Era um bom lugar para dar meia volta. Grande suficiente para animar um retorno, mas nem tanto para nos arrependermos depois. Saímos da gruta já de noite com 2 km de topografia acumulados nas planilhas de anotação, 6 espeleólogos contentes e já planejando as próximas expedições. Era o nosso últimos dia na Serra do Ramalho. A gruta recebeu o nome da fazenda: Serra Verde.

Já de volta à civilização, debrucei no computador sondando nas imagens do Google o potencial da região. Embora não seja tão extensa como o maciço principal, este afloramento se desenvolve bastante para norte, onde são bem visíveis grandes vales. E que venha a Expedição Lagartixa.
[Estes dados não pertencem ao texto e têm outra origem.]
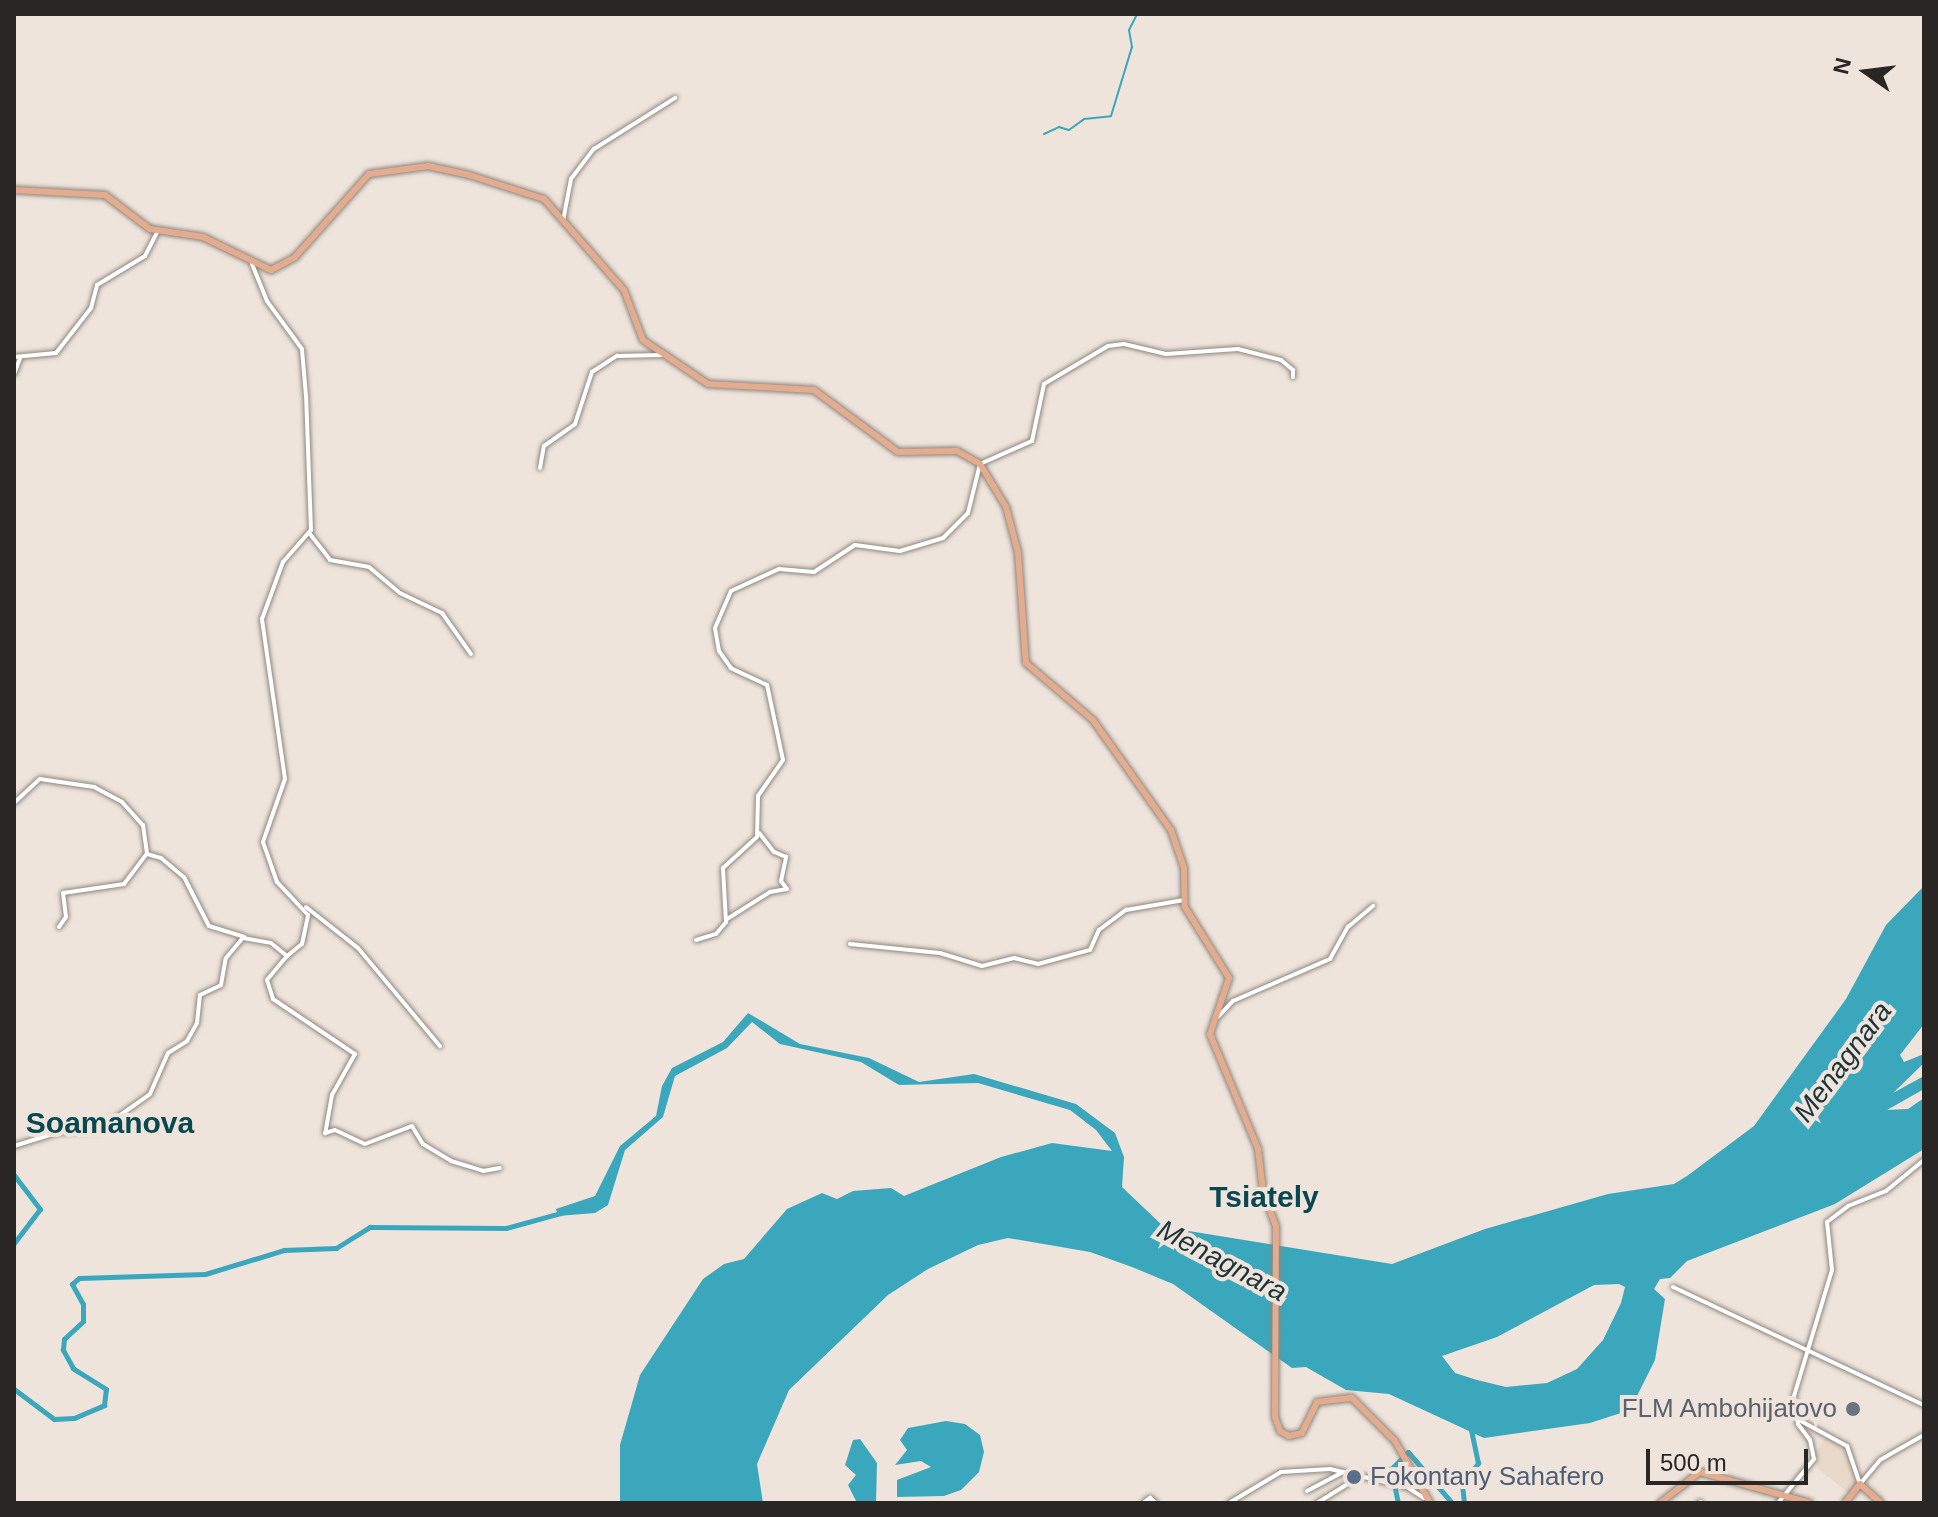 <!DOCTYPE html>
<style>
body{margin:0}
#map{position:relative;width:1938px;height:1517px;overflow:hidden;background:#eee4dc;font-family:Arial,sans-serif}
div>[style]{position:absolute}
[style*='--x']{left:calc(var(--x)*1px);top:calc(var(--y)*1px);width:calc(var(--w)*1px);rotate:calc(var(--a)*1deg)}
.built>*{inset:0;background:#e9d9cb}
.water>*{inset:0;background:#3ba7bc}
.stream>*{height:2px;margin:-1px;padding:0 1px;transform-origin:1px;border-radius:1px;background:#3ba7bc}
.river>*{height:5px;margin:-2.5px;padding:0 2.5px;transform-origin:2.5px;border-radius:2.5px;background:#3ba7bc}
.roads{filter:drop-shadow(0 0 2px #8e867e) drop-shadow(0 0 2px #8e867e)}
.minor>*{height:4px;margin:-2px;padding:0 2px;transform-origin:2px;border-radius:2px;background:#fff}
.major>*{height:6px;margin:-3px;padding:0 3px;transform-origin:3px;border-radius:3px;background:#e4ac8e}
.dots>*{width:22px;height:22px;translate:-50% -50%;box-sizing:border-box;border:4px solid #eee4dc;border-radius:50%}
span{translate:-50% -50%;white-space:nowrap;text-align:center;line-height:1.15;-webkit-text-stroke:8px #eee4dc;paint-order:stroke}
.worship-label{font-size:26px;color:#5b616d}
.right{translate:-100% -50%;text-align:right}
.service-label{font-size:26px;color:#4e5e75}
.left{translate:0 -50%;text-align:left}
.water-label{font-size:28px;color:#1d353a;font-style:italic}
.quarter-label{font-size:30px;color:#0a4851;font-weight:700}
.frame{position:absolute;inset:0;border:16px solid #2a2623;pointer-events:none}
.north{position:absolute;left:1826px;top:32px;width:80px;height:80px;-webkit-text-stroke:6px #eee4dc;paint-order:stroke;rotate:284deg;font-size:22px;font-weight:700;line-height:32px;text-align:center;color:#2a2623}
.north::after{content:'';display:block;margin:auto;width:28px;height:36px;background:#2a2623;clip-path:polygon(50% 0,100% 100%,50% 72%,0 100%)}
.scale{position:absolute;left:1646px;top:1449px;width:162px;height:36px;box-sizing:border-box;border:4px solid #2a2623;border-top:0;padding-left:10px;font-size:24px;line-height:28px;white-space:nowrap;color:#2a2623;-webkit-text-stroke:6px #eee4dc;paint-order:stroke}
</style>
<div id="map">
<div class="built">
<i style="clip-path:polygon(1825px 1437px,1846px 1448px,1859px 1484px,1850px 1494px,1818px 1469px,1815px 1454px)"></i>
</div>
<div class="water">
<i style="clip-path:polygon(evenodd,1924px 886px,1924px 1024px,1900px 1055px,1904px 1062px,1924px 1054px,1924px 1063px,1893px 1093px,1924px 1076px,1924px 1089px,1887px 1110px,1908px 1109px,1924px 1098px,1924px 1149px,1835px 1204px,1687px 1261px,1670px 1278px,1660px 1279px,1654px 1289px,1665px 1299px,1655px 1360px,1630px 1410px,1590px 1423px,1484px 1438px,1389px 1394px,1346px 1390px,1306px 1367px,1292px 1368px,1173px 1284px,1132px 1267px,1090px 1252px,1008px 1238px,978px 1245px,928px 1269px,888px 1295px,789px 1390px,757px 1464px,763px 1503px,620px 1503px,620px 1445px,640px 1375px,703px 1279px,724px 1264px,744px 1259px,787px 1209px,822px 1193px,837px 1199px,853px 1191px,891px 1188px,904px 1196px,1001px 1157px,1052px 1143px,1112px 1151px,1096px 1130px,1070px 1110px,978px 1083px,899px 1085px,861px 1062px,780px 1044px,752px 1022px,727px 1048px,675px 1076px,663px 1117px,625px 1150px,608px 1205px,595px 1213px,558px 1216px,556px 1209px,595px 1196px,620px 1146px,656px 1116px,662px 1086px,672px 1068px,723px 1042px,748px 1013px,800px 1044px,869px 1058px,919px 1082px,974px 1074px,1076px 1104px,1115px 1133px,1124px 1157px,1122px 1187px,1164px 1227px,1392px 1264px,1485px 1229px,1608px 1194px,1674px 1184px,1687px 1176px,1754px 1126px,1846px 999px,1886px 925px,1924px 886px,1619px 1284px,1625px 1287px,1621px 1303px,1603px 1340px,1577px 1369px,1547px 1383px,1506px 1387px,1477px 1380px,1455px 1373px,1442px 1356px,1497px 1337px,1594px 1285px,1619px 1284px)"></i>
<i style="clip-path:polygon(946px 1421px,965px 1424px,980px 1435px,984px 1452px,979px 1472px,961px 1490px,944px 1496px,897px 1497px,897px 1480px,931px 1467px,921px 1461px,895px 1465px,907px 1450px,900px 1440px,908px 1428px)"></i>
<i style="clip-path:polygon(860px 1439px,877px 1463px,876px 1503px,857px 1503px,848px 1485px,856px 1475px,845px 1465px,853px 1440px)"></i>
</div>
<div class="stream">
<i style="--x:1044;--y:134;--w:17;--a:-25"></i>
<i style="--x:1059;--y:127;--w:10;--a:17"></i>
<i style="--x:1069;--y:130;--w:19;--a:-36"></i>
<i style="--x:1084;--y:119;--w:27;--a:-6"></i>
<i style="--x:1111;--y:116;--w:72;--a:-73.1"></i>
<i style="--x:1132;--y:47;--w:17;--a:-100"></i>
<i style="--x:1129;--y:30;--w:18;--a:-63"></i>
</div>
<div class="river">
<i style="--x:14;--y:1175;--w:43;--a:52.6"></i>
<i style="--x:40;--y:1209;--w:43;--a:127.4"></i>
<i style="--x:14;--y:1389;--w:50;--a:36.9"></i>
<i style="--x:54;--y:1419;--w:20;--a:-3"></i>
<i style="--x:74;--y:1418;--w:33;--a:-23"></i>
<i style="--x:104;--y:1405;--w:16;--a:-83"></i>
<i style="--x:106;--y:1389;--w:39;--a:-148"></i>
<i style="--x:73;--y:1368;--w:21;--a:-119"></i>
<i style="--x:63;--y:1350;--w:11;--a:-85"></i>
<i style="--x:64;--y:1339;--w:26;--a:-43"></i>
<i style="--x:83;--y:1321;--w:17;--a:-90"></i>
<i style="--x:83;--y:1304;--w:23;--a:-119"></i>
<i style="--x:72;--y:1284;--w:9;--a:-41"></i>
<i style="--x:79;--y:1278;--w:126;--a:-1.8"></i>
<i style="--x:205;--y:1274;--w:83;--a:-16.9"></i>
<i style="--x:284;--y:1250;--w:52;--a:-2.2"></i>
<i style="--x:336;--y:1248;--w:40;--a:-32"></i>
<i style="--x:370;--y:1227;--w:136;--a:0.4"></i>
<i style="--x:506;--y:1228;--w:60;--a:-15.4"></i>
<i style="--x:1398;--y:1503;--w:35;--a:-102"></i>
<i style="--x:1391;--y:1469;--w:24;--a:-45"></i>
<i style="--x:1408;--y:1452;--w:67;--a:49.2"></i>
<i style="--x:1464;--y:1503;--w:20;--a:-96"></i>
<i style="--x:1462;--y:1483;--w:26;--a:-51"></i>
<i style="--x:1478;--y:1463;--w:38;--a:-102"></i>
</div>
<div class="roads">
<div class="minor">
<i style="--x:563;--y:221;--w:43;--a:-79.2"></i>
<i style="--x:571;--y:179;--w:38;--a:-53"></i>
<i style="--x:594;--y:149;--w:96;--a:-32.2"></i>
<i style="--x:14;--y:357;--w:42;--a:-5.4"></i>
<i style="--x:56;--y:353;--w:57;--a:-52.1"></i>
<i style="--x:91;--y:308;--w:24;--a:-75"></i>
<i style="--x:97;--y:285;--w:56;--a:-31.1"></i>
<i style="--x:145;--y:256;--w:28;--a:-63"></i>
<i style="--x:14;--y:374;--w:17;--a:-69"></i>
<i style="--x:540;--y:468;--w:22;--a:-80"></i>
<i style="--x:544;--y:446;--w:38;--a:-35"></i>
<i style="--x:575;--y:424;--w:55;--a:-71.9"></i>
<i style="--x:592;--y:372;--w:30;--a:-33"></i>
<i style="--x:617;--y:356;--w:44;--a:-1.3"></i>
<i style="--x:310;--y:534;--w:33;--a:52"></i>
<i style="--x:330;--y:560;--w:40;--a:10"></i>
<i style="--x:369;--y:567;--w:40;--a:40"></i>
<i style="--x:400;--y:593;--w:47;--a:25.5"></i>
<i style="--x:442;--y:613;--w:50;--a:54.7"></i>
<i style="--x:14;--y:803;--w:35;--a:-43"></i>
<i style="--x:40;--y:779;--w:55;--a:8.4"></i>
<i style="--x:94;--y:787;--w:32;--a:28"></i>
<i style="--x:122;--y:802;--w:31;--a:48"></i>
<i style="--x:143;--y:825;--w:29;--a:82"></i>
<i style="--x:147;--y:854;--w:15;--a:16"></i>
<i style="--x:161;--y:858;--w:30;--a:40"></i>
<i style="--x:184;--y:877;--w:55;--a:63"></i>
<i style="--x:209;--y:926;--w:37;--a:17"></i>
<i style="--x:306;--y:907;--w:66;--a:38.3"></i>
<i style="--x:358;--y:948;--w:128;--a:50.1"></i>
<i style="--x:727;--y:919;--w:51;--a:-32.1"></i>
<i style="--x:770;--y:892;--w:17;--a:-10"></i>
<i style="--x:787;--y:889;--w:10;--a:-127"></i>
<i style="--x:781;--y:881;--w:25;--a:-78"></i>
<i style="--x:786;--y:857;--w:13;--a:-157"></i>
<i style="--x:774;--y:852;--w:24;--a:-128"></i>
<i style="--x:59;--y:927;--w:12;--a:-55"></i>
<i style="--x:66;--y:917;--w:24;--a:-97"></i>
<i style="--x:63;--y:893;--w:62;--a:-8.4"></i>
<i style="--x:124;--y:884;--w:38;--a:-53"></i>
<i style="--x:696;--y:940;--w:21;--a:-17"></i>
<i style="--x:716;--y:934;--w:16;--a:-50"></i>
<i style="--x:726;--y:922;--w:54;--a:-93.2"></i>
<i style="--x:723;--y:868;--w:46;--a:-42.4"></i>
<i style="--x:757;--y:837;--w:41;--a:-88.6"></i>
<i style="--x:758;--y:796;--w:44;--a:-55.2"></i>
<i style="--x:783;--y:760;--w:77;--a:-102"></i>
<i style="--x:767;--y:685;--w:40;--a:-155"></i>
<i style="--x:731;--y:668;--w:21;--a:-125"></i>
<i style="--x:719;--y:651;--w:23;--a:-100"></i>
<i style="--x:715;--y:628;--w:40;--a:-66.6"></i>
<i style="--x:731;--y:591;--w:53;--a:-24.6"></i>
<i style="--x:779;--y:569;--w:35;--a:5"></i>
<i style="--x:814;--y:572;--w:49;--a:-33.4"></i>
<i style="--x:855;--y:545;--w:45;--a:7.6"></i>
<i style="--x:900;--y:551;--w:45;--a:-16.8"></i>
<i style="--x:943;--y:538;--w:35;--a:-45"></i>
<i style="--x:968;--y:513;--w:50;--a:-76.2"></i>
<i style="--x:980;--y:464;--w:57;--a:-23.9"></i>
<i style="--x:1032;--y:441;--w:58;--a:-78.1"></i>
<i style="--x:1044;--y:384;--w:74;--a:-30.7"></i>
<i style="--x:1108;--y:346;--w:16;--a:-7"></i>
<i style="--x:1124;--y:344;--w:43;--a:13.4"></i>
<i style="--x:1166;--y:354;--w:72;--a:-4"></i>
<i style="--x:1238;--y:349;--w:44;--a:14.3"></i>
<i style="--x:1281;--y:360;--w:16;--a:40"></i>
<i style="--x:1293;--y:370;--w:7;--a:90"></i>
<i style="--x:850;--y:944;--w:90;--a:5.7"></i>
<i style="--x:940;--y:953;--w:44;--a:17.2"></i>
<i style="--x:982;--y:966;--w:33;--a:-14"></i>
<i style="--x:1014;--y:958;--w:25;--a:14"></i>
<i style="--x:1038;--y:964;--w:54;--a:-15.1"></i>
<i style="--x:1090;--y:950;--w:22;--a:-66"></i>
<i style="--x:1099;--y:930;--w:34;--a:-37"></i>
<i style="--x:1126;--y:910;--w:59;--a:-9.8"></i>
<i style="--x:287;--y:956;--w:31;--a:130"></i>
<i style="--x:267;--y:980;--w:20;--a:72"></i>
<i style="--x:273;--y:999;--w:99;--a:33.9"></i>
<i style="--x:355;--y:1054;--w:47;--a:119.3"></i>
<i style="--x:332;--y:1095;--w:39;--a:100"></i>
<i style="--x:325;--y:1133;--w:10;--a:-17"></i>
<i style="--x:335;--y:1130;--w:33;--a:25"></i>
<i style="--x:365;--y:1144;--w:50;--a:-21"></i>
<i style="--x:412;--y:1126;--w:21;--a:59"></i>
<i style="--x:423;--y:1144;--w:33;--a:31"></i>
<i style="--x:451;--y:1161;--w:34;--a:17"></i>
<i style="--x:483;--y:1171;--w:17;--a:-10"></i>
<i style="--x:1218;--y:1017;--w:22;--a:-47"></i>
<i style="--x:1233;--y:1001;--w:106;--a:-23.4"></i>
<i style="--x:1330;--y:959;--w:37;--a:-61"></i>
<i style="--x:1348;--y:927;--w:33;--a:-40"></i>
<i style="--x:14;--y:1146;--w:47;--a:-17.3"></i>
<i style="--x:59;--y:1132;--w:40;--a:-2.9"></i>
<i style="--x:99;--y:1130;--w:62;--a:-35.2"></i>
<i style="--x:150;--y:1094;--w:45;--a:-66.3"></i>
<i style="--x:168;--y:1053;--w:22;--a:-32"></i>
<i style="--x:187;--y:1041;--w:21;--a:-61"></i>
<i style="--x:197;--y:1023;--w:28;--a:-84"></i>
<i style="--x:200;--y:995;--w:23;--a:-25"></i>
<i style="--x:221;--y:985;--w:27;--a:-80"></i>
<i style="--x:226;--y:958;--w:26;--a:-50"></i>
<i style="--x:243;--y:938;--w:28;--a:10"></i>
<i style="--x:271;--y:943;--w:21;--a:39"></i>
<i style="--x:287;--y:956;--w:19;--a:-39"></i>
<i style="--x:302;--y:944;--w:30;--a:-78"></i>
<i style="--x:308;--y:915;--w:45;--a:-133.2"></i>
<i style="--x:277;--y:882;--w:42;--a:-109.3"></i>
<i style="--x:263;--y:842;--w:67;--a:-70.8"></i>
<i style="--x:285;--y:779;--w:162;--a:-98.2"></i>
<i style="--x:262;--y:619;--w:61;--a:-69.8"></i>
<i style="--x:283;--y:562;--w:43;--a:-48.8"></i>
<i style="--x:311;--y:530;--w:134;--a:-92.1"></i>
<i style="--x:306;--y:396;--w:47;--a:-94.9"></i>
<i style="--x:302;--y:349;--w:59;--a:-126.1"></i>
<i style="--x:267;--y:301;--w:40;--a:-112"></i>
<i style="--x:1673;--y:1287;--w:277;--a:25.2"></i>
<i style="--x:1799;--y:1420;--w:55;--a:28.4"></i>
<i style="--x:1847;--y:1446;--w:40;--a:71.1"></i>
<i style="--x:1860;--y:1484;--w:31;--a:-50"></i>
<i style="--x:1880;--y:1460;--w:51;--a:-29.6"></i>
<i style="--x:1307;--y:1491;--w:41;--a:-27.8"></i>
<i style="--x:1143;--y:1503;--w:9;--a:-36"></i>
<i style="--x:1150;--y:1498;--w:8;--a:40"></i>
<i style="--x:1229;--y:1503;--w:61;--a:-30.8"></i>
<i style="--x:1281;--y:1472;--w:49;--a:-3.5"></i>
<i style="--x:1330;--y:1469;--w:79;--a:13.2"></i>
<i style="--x:1407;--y:1487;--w:20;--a:33"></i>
<i style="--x:1317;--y:1503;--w:49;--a:-31.8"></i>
<i style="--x:1698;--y:1503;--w:3;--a:-18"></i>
<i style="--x:1778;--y:1503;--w:57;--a:-50.7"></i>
<i style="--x:1814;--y:1459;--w:19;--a:-102"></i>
<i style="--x:1810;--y:1440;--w:20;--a:-127"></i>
<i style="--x:1798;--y:1424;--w:28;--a:-98"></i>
<i style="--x:1794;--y:1396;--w:132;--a:-73.2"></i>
<i style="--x:1832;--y:1270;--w:48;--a:-95.9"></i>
<i style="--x:1827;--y:1222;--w:26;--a:-37"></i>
<i style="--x:1848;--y:1206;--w:41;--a:-21.5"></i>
<i style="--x:1886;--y:1191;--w:49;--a:-39.2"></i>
</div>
<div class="major">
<i style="--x:14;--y:190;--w:91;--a:3.1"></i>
<i style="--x:105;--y:195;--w:56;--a:37.1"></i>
<i style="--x:150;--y:229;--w:54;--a:8.6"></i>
<i style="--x:203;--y:237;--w:76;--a:25.9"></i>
<i style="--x:271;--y:270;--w:27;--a:-28"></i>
<i style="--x:295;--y:257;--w:111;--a:-48.3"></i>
<i style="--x:369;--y:174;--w:60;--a:-7.7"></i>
<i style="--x:428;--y:166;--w:42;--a:12.4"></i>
<i style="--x:469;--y:175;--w:79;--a:17.7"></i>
<i style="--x:544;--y:199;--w:121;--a:48.7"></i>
<i style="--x:624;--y:290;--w:53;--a:69.2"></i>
<i style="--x:643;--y:340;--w:78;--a:34.1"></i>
<i style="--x:708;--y:384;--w:106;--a:3.2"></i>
<i style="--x:814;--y:390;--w:104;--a:36.4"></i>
<i style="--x:898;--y:452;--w:59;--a:-1"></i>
<i style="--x:957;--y:451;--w:26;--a:29"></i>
<i style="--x:980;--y:464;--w:50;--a:58.8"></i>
<i style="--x:1006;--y:507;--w:47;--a:75.1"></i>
<i style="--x:1018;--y:552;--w:111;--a:85.9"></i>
<i style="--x:1026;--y:663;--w:88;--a:40.4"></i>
<i style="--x:1093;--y:720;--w:135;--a:54.7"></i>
<i style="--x:1171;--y:830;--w:40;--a:71.1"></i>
<i style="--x:1184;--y:868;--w:39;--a:89"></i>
<i style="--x:1185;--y:907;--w:84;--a:58.2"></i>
<i style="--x:1229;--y:978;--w:59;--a:108.7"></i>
<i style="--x:1210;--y:1034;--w:125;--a:67.3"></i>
<i style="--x:1258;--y:1149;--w:42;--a:83.2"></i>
<i style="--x:1263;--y:1191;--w:37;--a:70"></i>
<i style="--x:1276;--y:1226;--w:191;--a:90.3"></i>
<i style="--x:1275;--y:1417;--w:15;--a:70"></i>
<i style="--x:1280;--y:1431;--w:10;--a:29"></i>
<i style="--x:1289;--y:1436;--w:13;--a:-13"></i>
<i style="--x:1302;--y:1433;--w:34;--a:-64"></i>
<i style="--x:1317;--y:1402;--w:35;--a:-7"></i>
<i style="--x:1352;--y:1398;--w:61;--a:45"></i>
<i style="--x:1395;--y:1441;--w:71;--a:60.6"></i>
<i style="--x:1660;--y:1503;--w:51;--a:-37.8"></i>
<i style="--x:1700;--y:1472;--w:114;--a:15.7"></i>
<i style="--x:1845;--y:1503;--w:24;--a:-52"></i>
<i style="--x:1860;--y:1484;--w:28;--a:42"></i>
</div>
</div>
<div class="dots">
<i style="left:1853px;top:1409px;background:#6b7280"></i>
<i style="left:1354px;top:1477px;background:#5c6f8a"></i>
</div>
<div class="worship-label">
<span class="right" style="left:1837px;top:1409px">FLM Ambohijatovo</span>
</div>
<div class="service-label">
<span class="left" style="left:1370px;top:1477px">Fokontany Sahafero</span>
</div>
<div class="water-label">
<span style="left:1843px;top:1062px;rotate:-53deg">Menagnara</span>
<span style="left:1222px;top:1261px;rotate:28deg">Menagnara</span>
</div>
<div class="quarter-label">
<span style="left:110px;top:1123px">Soamanova</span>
<span style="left:1264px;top:1197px">Tsiately</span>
</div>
<div class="frame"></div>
<div class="north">N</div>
<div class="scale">500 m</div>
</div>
Pegando as dicas com amigos locais
Na Serra do Ramalho, as exuberante Barrigudas estão por todos os lados.




A primeira dica no povoado de Lagartixa não nos levou a uma caverna de fato, mas foram encontradas lindas pinturas rupestres no alto de um abrigo, provavelmente uma caverna obstruída por sedimentos.

Equipe no dia da primeira investida no povoado de Lagartixa,
minutos antes de entrar na caverna Serra Verde.

Alguns caminhos são sobre lajes e lapiás

Topografia na caverna Serra Verde
(mapeados 2km em 2 equipes e um só dia de trabalho)
Galeria ampla e bem ornamentada

No final de uma ramificação da caverna, um lago e muito sedimento.

No fundo da caverna, um animal desconhecido indica que pesquisadores devem retornar em breve.

Mais barrigudas

Última moda na Serra do Ramalho: Crocs e sombrinha para as trilhas.

Na montante de uma drenagem identificada por imagem de satélite:
esta foi a informação advinda de um minucioso trabalho de prospecção a distância que nos possibilitou descobrir a caverna do Otaviano.
Logo após a entrada, uma clarabóia ilumina uma larga galeria na Gruta do Otaviano

Sem pegadas, sem informações oficiais ou mesmo de locais,
tudo indica que esta caverna era até então desconhecida.
Condutos amplos e bem ornamentados
Adentrar em uma nova caverna, onde a cada metro uma surpresa nos aguarda é uma sensação difícil de descrever.



Na Caverna do Otaviano foram mapeados 1,5km de topografia em  2 dias de trabalho 

Parada para lanche e descanso

Uma ramificação leva a um conduto freático com mais de 600m extensão








O apoio e hospitalidade dos amigos locais faz toda a diferença na viagem, da hospedagem às dicas de novas cavernas.